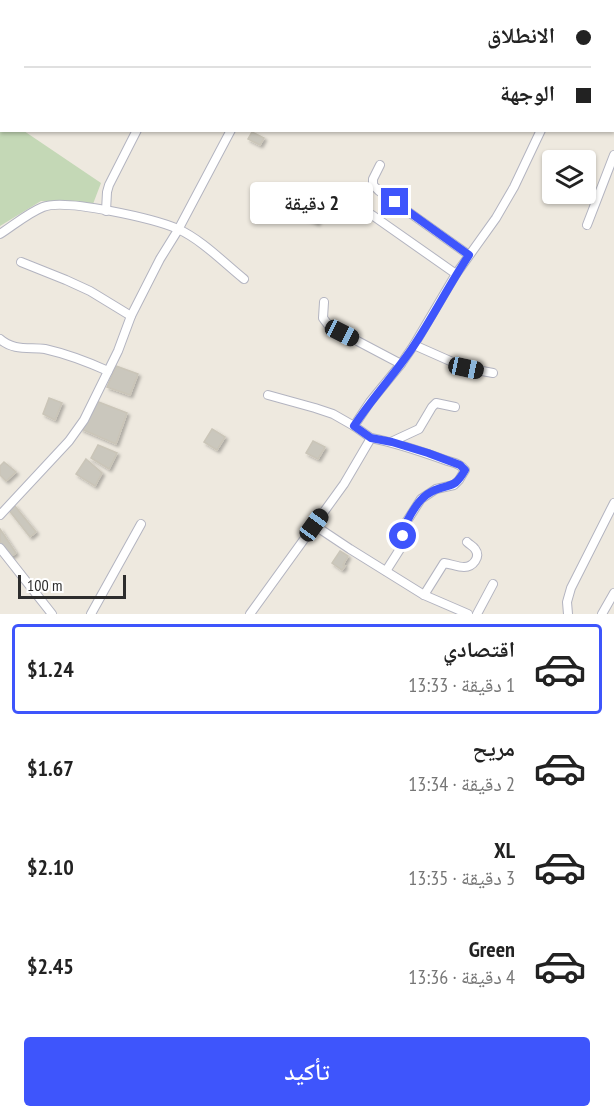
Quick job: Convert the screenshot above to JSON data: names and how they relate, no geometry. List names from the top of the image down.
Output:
{
  "scale_bar": "100 m",
  "page": {
    "banner": ["الانطلاق", "الوجهة"],
    "bubble": "2 دقيقة",
    "scale": "100 m",
    "list": [
      {
        "name": "اقتصادي",
        "note": "1 دقيقة · 13:33",
        "value": "$1.24"
      },
      {
        "name": "مريح",
        "note": "2 دقيقة · 13:34",
        "value": "$1.67"
      },
      {
        "name": "XL",
        "note": "3 دقيقة · 13:35",
        "value": "$2.10"
      },
      {
        "name": "Green",
        "note": "4 دقيقة · 13:36",
        "value": "$2.45"
      }
    ],
    "buttons": "تأكيد"
  }
}
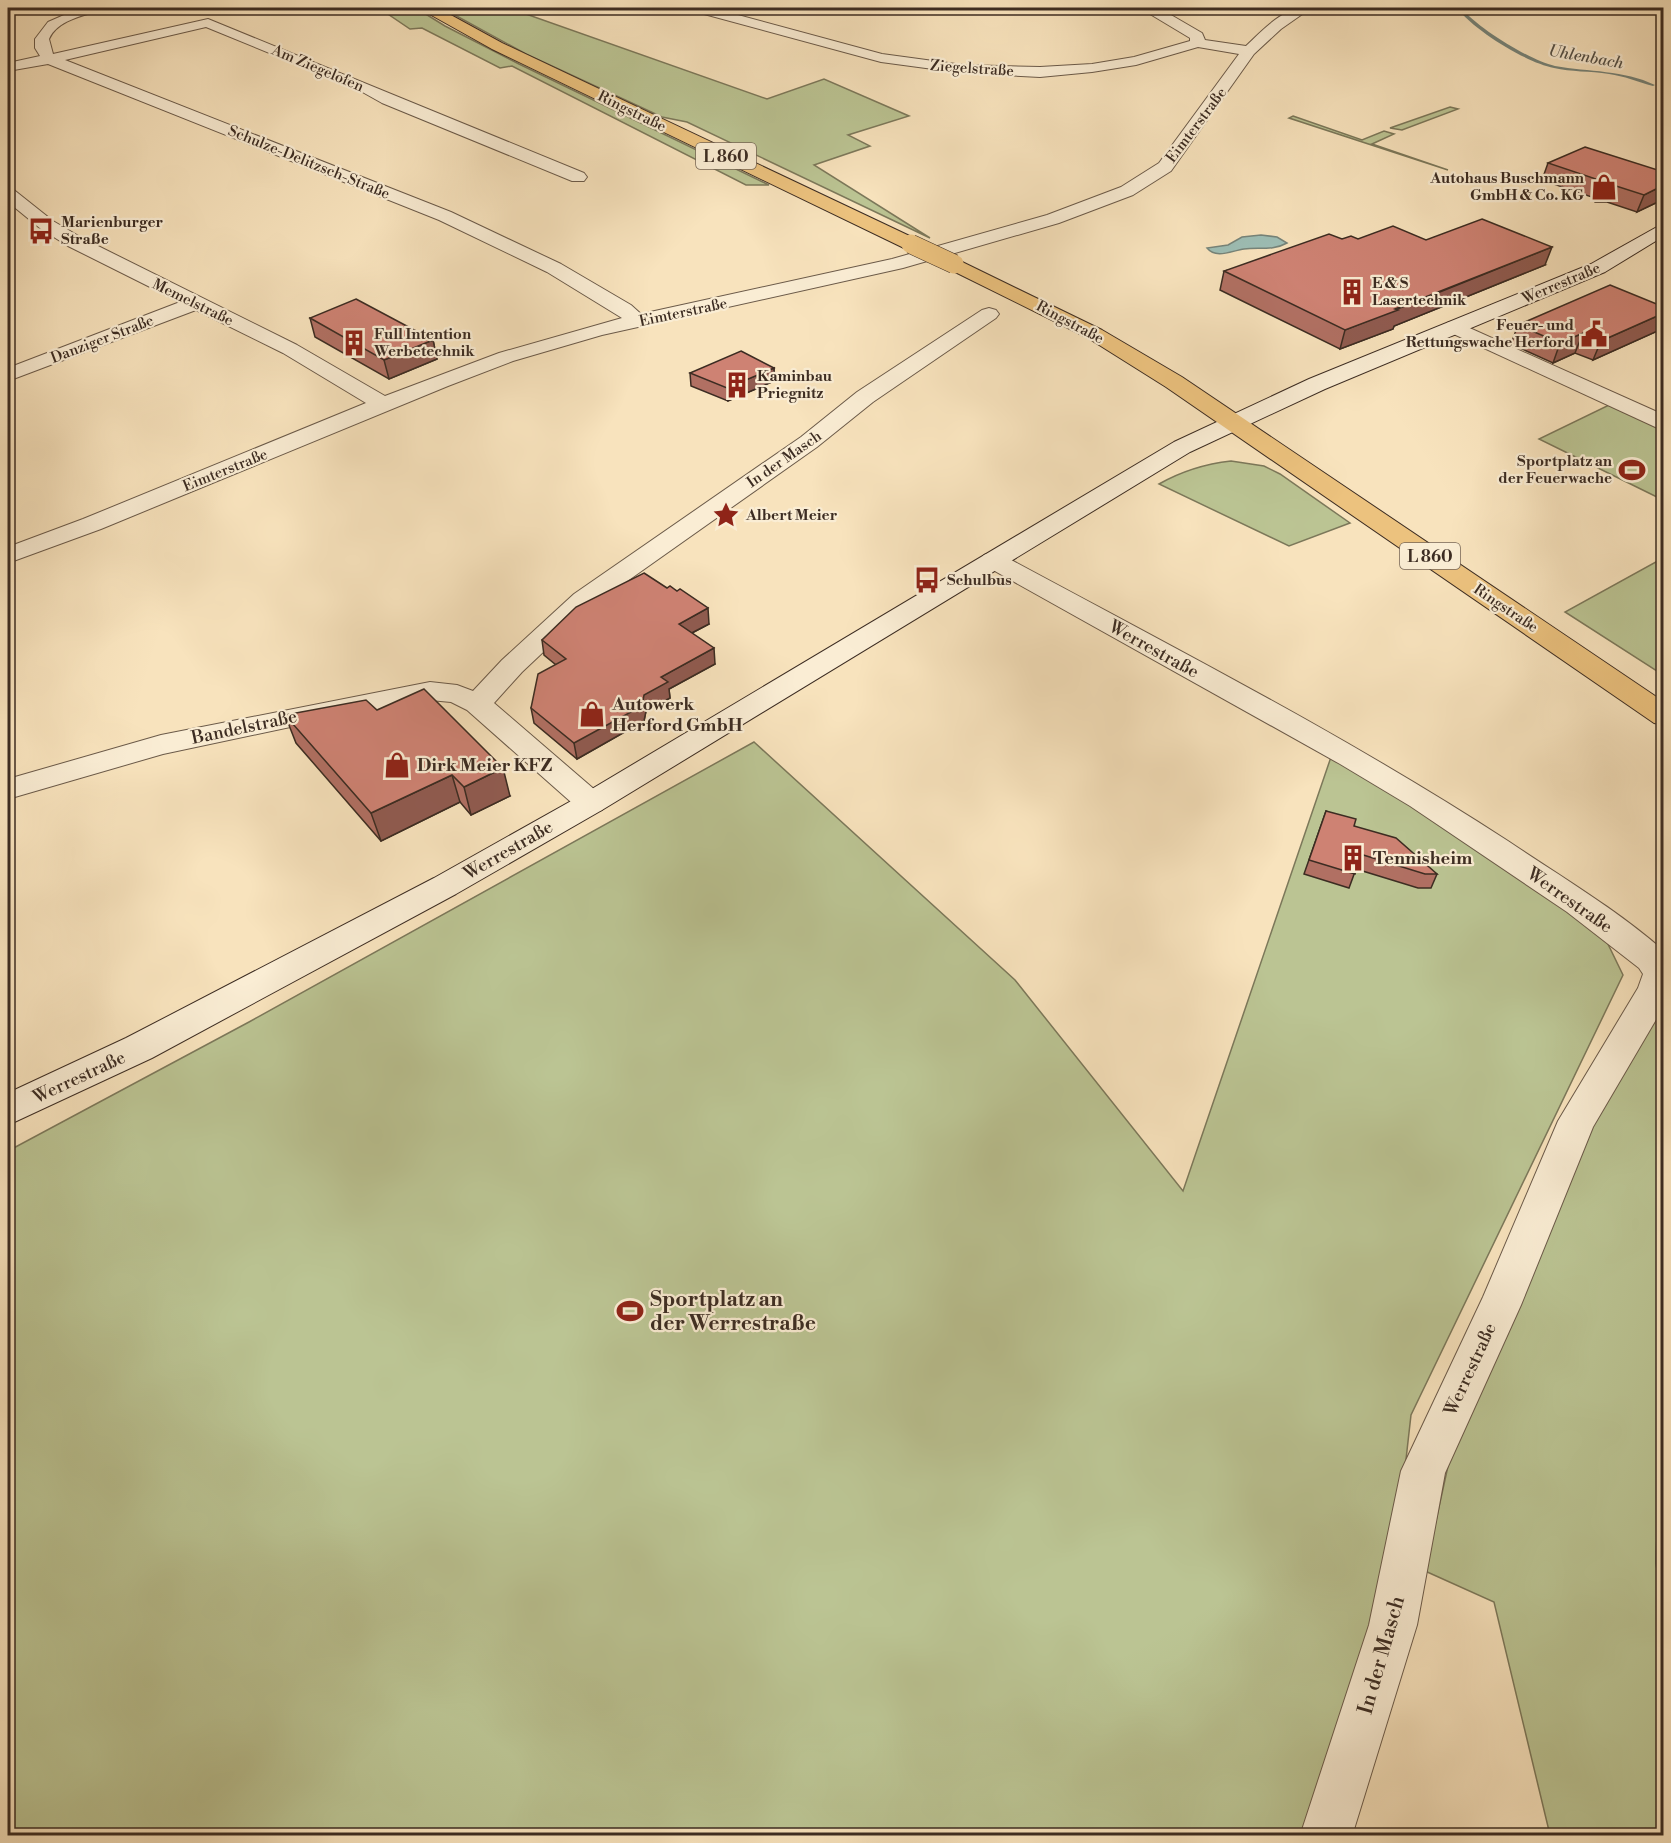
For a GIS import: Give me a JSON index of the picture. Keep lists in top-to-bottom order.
{
  "streets": {
    "main road": ["Ringstraße", "L 860"],
    "street": [
      "Am Ziegelofen",
      "Ziegelstraße",
      "Eimterstraße",
      "Schulze-Delitzsch-Straße",
      "Werrestraße",
      "Memelstraße",
      "Danziger Straße",
      "In der Masch",
      "Bandelstraße"
    ]
  },
  "crossings": [
    ["Am Ziegelofen", "Schulze-Delitzsch-Straße"],
    ["Ziegelstraße", "Eimterstraße"],
    ["Ringstraße", "Werrestraße"],
    ["Eimterstraße", "Schulze-Delitzsch-Straße"],
    ["Eimterstraße", "Memelstraße"],
    ["Werrestraße", "In der Masch"],
    ["Werrestraße", "Bandelstraße"],
    ["Memelstraße", "Danziger Straße"],
    ["In der Masch", "Bandelstraße"]
  ],
  "water": ["Uhlenbach"],
  "places": {
    "shop": ["Autohaus Buschmann GmbH & Co. KG", "Autowerk Herford GmbH", "Dirk Meier KFZ"],
    "bus stop": ["Marienburger Straße", "Schulbus"],
    "building": [
      "E & S Lasertechnik",
      "Full Intention Werbetechnik",
      "Kaminbau Priegnitz",
      "Tennisheim"
    ],
    "public building": ["Feuer- und Rettungswache Herford"],
    "sports": ["Sportplatz an der Feuerwache", "Sportplatz an der Werrestraße"],
    "place": ["Albert Meier"]
  }
}
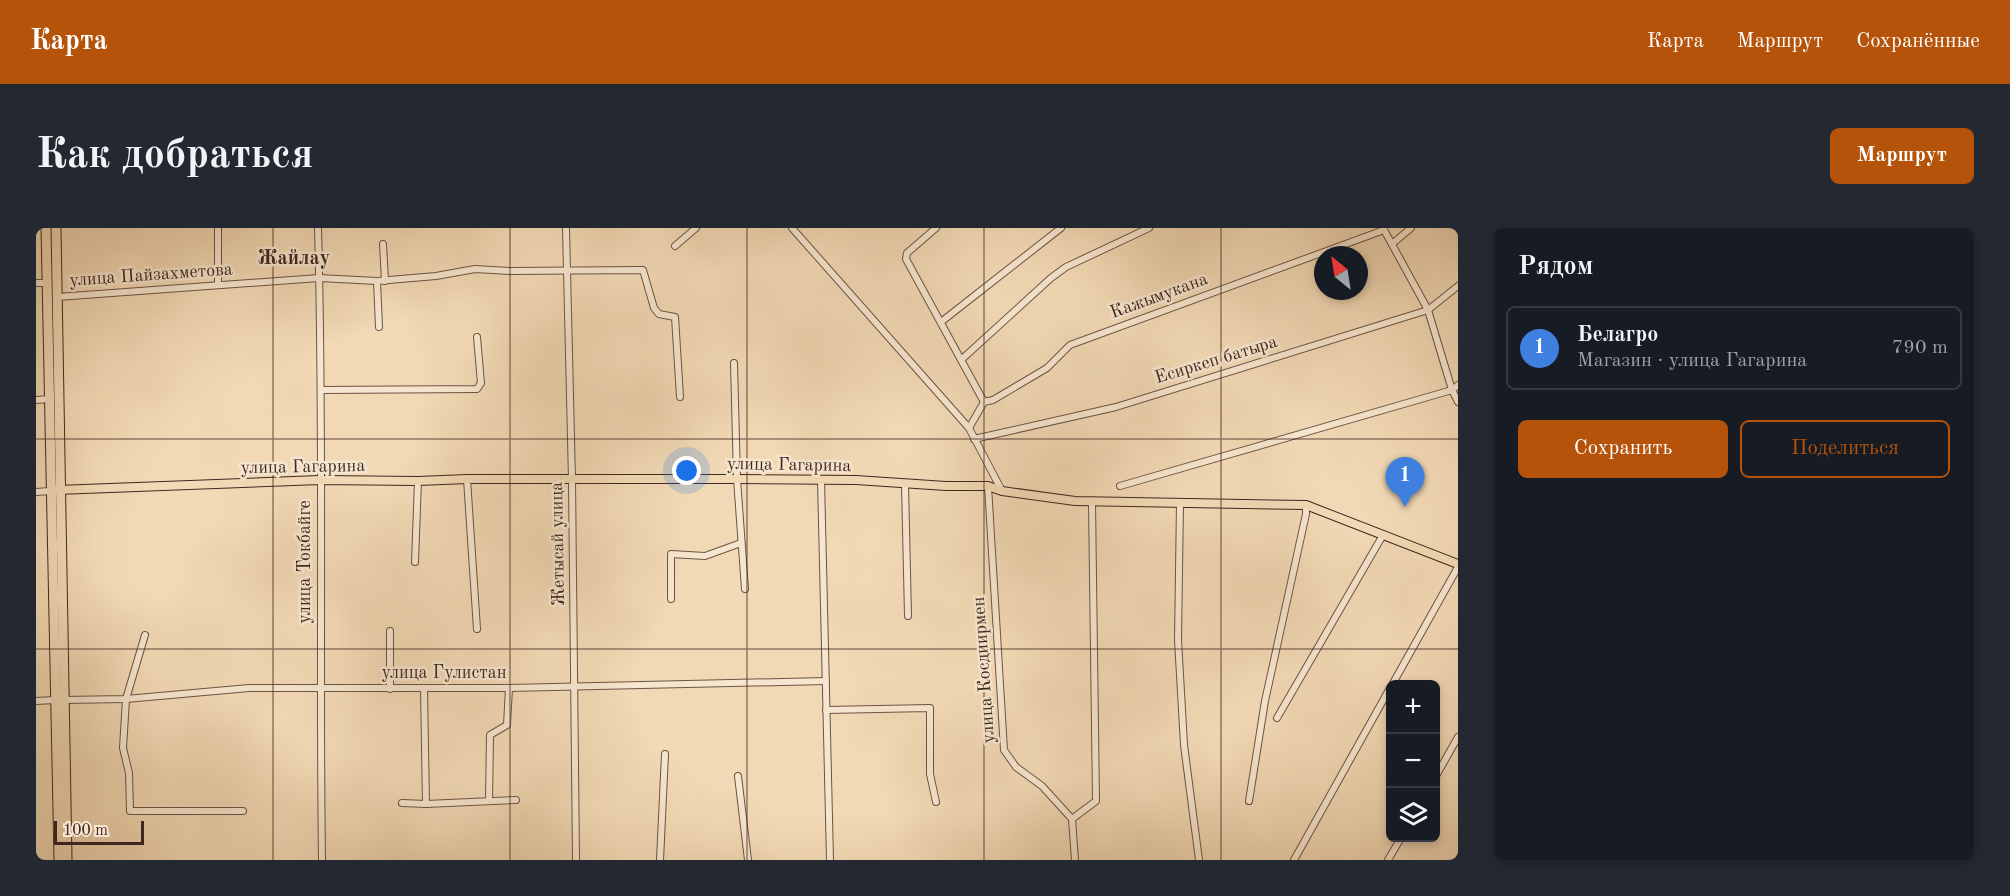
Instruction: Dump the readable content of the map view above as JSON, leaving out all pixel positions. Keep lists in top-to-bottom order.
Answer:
{
  "streets": {
    "main road": ["улица Гагарина"],
    "street": [
      "улица Пайзахметова",
      "Кажымукана",
      "Есиркеп батыра",
      "Жетысай улица",
      "улица Токбайге",
      "улица Косдиирмен",
      "улица Гулистан"
    ]
  },
  "crossings": [
    ["улица Пайзахметова", "Жетысай улица"],
    ["улица Пайзахметова", "улица Токбайге"],
    ["улица Гагарина", "Жетысай улица"],
    ["улица Гагарина", "улица Токбайге"],
    ["улица Гагарина", "улица Косдиирмен"],
    ["Жетысай улица", "улица Гулистан"],
    ["улица Токбайге", "улица Гулистан"]
  ],
  "districts": ["Жайлау"],
  "scale_bar": "100 m",
  "north": "top left",
  "page": {
    "header": "Карта",
    "nav": ["Карта", "Маршрут", "Сохранённые"],
    "buttons": [
      "Маршрут",
      ["Сохранить", "Поделиться"]
    ],
    "title": "Как добраться",
    "heading": "Рядом",
    "list": [
      {
        "mark": "1",
        "name": "Белагро",
        "note": "Магазин · улица Гагарина",
        "value": "790 m"
      }
    ],
    "pins": "1",
    "map_buttons": ["+", "−"],
    "scale": "100 m"
  }
}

----

Retype the full listing exactly; pictures stay out.

Quick job: Convert the screenshot above to JSON data: names and how they relate, no geometry. List names from the top of the image down.
Output:
{
  "scale_bar": "100 m",
  "page": {
    "banner": ["الانطلاق", "الوجهة"],
    "bubble": "2 دقيقة",
    "scale": "100 m",
    "list": [
      {
        "name": "اقتصادي",
        "note": "1 دقيقة · 13:33",
        "value": "$1.24"
      },
      {
        "name": "مريح",
        "note": "2 دقيقة · 13:34",
        "value": "$1.67"
      },
      {
        "name": "XL",
        "note": "3 دقيقة · 13:35",
        "value": "$2.10"
      },
      {
        "name": "Green",
        "note": "4 دقيقة · 13:36",
        "value": "$2.45"
      }
    ],
    "buttons": "تأكيد"
  }
}
For a GIS import: Give me a JSON index of the picture. Keep lists in top-to-bottom order.
{
  "streets": {
    "main road": ["Ringstraße", "L 860"],
    "street": [
      "Am Ziegelofen",
      "Ziegelstraße",
      "Eimterstraße",
      "Schulze-Delitzsch-Straße",
      "Werrestraße",
      "Memelstraße",
      "Danziger Straße",
      "In der Masch",
      "Bandelstraße"
    ]
  },
  "crossings": [
    ["Am Ziegelofen", "Schulze-Delitzsch-Straße"],
    ["Ziegelstraße", "Eimterstraße"],
    ["Ringstraße", "Werrestraße"],
    ["Eimterstraße", "Schulze-Delitzsch-Straße"],
    ["Eimterstraße", "Memelstraße"],
    ["Werrestraße", "In der Masch"],
    ["Werrestraße", "Bandelstraße"],
    ["Memelstraße", "Danziger Straße"],
    ["In der Masch", "Bandelstraße"]
  ],
  "water": ["Uhlenbach"],
  "places": {
    "shop": ["Autohaus Buschmann GmbH & Co. KG", "Autowerk Herford GmbH", "Dirk Meier KFZ"],
    "bus stop": ["Marienburger Straße", "Schulbus"],
    "building": [
      "E & S Lasertechnik",
      "Full Intention Werbetechnik",
      "Kaminbau Priegnitz",
      "Tennisheim"
    ],
    "public building": ["Feuer- und Rettungswache Herford"],
    "sports": ["Sportplatz an der Feuerwache", "Sportplatz an der Werrestraße"],
    "place": ["Albert Meier"]
  }
}
Instruction: Dump the readable content of the map view above as JSON, leaving out all pixel positions. Keep lists in top-to-bottom order.
Answer:
{
  "streets": {
    "main road": ["улица Гагарина"],
    "street": [
      "улица Пайзахметова",
      "Кажымукана",
      "Есиркеп батыра",
      "Жетысай улица",
      "улица Токбайге",
      "улица Косдиирмен",
      "улица Гулистан"
    ]
  },
  "crossings": [
    ["улица Пайзахметова", "Жетысай улица"],
    ["улица Пайзахметова", "улица Токбайге"],
    ["улица Гагарина", "Жетысай улица"],
    ["улица Гагарина", "улица Токбайге"],
    ["улица Гагарина", "улица Косдиирмен"],
    ["Жетысай улица", "улица Гулистан"],
    ["улица Токбайге", "улица Гулистан"]
  ],
  "districts": ["Жайлау"],
  "scale_bar": "100 m",
  "north": "top left",
  "page": {
    "header": "Карта",
    "nav": ["Карта", "Маршрут", "Сохранённые"],
    "buttons": [
      "Маршрут",
      ["Сохранить", "Поделиться"]
    ],
    "title": "Как добраться",
    "heading": "Рядом",
    "list": [
      {
        "mark": "1",
        "name": "Белагро",
        "note": "Магазин · улица Гагарина",
        "value": "790 m"
      }
    ],
    "pins": "1",
    "map_buttons": ["+", "−"],
    "scale": "100 m"
  }
}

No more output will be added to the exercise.